Charles turned toward a bishop and removed the George medallion from his neck. He began to pray, his eyes open, as he put his head down on the block. When he stretched out his arms, the executioner brought down the axe and severed his head with one blow.

The crowd let out a horrible groan and fell into a heavy silence. Some approached the scaffold and dipped their handkerchiefs in the king’s blood. Others took away pieces of the boards stained with blood as morbid relics. The soldiers present were ordered to scatter and disperse the crowd to avoid disturbances. Charles’s severed head was sewn back onto his body so his corpse could be put on display in a room in Whitehall and viewed by the public for several days. Nobody could claim that the king was not dead.

The king was dead. After nearly a decade of civil war, the monarchy in Britain was abolished. Oliver Cromwell was the new republic’s Lord Protector.

Deposing and executing a sacred monarch was an extraordinary event that, throughout England, was immediately felt as a tremendous shock. The principle of divine-right kingship had been decapitated. The king’s adversaries understood, however, that the republic still needed to be accepted as legitimate. To achieve that, the monarch’s image had to be thoroughly discredited and his execution received as a liberation. The king was dead, but there was still a public relations war to win. This was accomplished by a concerted propaganda campaign in newspapers and pamphlets whose purpose was to transform the image of Charles I from sacred monarch into detestable tyrant.

Charles, it turned out, had written his own pamphlet in the final days of his life. Titled Eikon Basilike, the king’s memoir was published in early February 1649, only ten days after his execution. The title in Greek translated as “royal portrait,” the word eikon signifying “icon” or “image.” It was Charles I’s final self-portrait, the image he was leaving to posterity. Part confession and part self-justification, Eikon Basilike revealed a king who admitted his failings as a man but stubbornly insisted on his sacred right as a monarch. Above all, Charles portrayed himself as a martyr. A remarkable document, Eikon Basilike was perhaps the first literary attempt by a monarch to establish a posthumous cult of royal veneration.

The execution of Charles I in Whitehall, London.

The execution of Charles I in Whitehall, London.

Eikon Basilike became an instant bestseller, going through at least twenty printings in one year. It is doubtful, however, that Charles I was its author. It was royalist propaganda written inside the king’s inner circle. Its impact on the English public was so powerful, however, that Cromwell’s regime grew worried about a monarchist backlash.

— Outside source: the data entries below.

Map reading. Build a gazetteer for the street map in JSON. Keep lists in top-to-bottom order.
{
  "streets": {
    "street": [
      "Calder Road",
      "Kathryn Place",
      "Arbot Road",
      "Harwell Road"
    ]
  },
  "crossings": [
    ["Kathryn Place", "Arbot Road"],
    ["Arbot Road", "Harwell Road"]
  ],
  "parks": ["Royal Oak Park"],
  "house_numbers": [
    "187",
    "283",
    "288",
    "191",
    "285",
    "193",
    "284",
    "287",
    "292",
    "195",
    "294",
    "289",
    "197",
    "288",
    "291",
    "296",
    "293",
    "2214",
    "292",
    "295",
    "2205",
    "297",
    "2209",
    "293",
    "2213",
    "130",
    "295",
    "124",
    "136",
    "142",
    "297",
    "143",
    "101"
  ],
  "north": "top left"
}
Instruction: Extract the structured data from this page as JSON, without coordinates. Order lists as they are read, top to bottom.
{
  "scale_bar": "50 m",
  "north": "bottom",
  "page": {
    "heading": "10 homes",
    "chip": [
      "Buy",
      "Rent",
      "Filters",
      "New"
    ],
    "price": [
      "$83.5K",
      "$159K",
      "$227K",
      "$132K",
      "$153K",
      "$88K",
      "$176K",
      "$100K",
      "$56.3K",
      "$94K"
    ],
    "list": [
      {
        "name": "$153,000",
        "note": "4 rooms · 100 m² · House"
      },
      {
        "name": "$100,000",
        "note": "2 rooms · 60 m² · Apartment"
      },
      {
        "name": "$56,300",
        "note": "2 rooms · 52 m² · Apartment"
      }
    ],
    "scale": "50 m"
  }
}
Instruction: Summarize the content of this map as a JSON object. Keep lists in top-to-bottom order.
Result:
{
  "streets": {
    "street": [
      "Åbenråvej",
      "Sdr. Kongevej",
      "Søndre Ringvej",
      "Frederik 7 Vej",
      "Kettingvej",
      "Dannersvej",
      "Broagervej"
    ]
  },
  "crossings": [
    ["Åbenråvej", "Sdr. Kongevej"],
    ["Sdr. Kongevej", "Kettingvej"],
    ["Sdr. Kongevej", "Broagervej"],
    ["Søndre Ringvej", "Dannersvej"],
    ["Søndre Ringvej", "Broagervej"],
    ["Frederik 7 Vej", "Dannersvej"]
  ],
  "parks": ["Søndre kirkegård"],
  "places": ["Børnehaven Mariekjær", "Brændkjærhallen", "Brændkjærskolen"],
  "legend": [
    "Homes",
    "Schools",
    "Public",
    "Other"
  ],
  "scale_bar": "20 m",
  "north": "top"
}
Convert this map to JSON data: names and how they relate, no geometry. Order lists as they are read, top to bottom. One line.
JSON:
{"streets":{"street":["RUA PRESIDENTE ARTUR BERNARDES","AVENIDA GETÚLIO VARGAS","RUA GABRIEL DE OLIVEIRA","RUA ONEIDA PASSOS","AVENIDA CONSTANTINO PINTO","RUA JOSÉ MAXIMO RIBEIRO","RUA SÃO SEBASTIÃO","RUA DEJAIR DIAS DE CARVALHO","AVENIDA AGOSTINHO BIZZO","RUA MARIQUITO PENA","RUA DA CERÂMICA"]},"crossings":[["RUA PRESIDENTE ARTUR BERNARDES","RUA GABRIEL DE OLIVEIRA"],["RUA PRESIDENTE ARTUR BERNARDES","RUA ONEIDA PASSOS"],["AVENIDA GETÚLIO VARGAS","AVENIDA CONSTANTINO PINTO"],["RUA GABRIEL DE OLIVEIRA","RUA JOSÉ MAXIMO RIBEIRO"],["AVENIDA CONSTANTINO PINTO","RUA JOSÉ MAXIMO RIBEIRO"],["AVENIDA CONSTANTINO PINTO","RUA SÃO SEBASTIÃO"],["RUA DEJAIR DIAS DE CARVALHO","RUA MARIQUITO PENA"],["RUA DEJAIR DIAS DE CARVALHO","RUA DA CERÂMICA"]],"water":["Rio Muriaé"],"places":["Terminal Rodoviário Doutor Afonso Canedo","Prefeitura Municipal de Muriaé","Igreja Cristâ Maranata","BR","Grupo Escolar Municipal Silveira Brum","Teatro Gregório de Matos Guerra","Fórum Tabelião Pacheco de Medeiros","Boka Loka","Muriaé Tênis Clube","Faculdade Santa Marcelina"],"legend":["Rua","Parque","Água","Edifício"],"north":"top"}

The poet John Milton, famous for his epic Paradise Lost, was hastily commissioned to write a response to the “King’s Book,” as Eikon Basilike was called. Milton’s rebuttal, titled Eikonoklastes (Greek for “iconoclast”), was published nine months later in October 1649. In the tract, addressed to “the seduced people of England,” Milton attempted to smash apart the image of Charles I as a martyr by portraying him as a tyrant. Milton’s Puritan counter-propaganda, by the semantics of its title, was playing out the old icon-versus-icon-smashing battles. Puritan iconoclasm was assailing the king’s icon. But the Eikonoklastes riposte backfired. The English were too shocked by the execution of their monarch to countenance the defiling of his name.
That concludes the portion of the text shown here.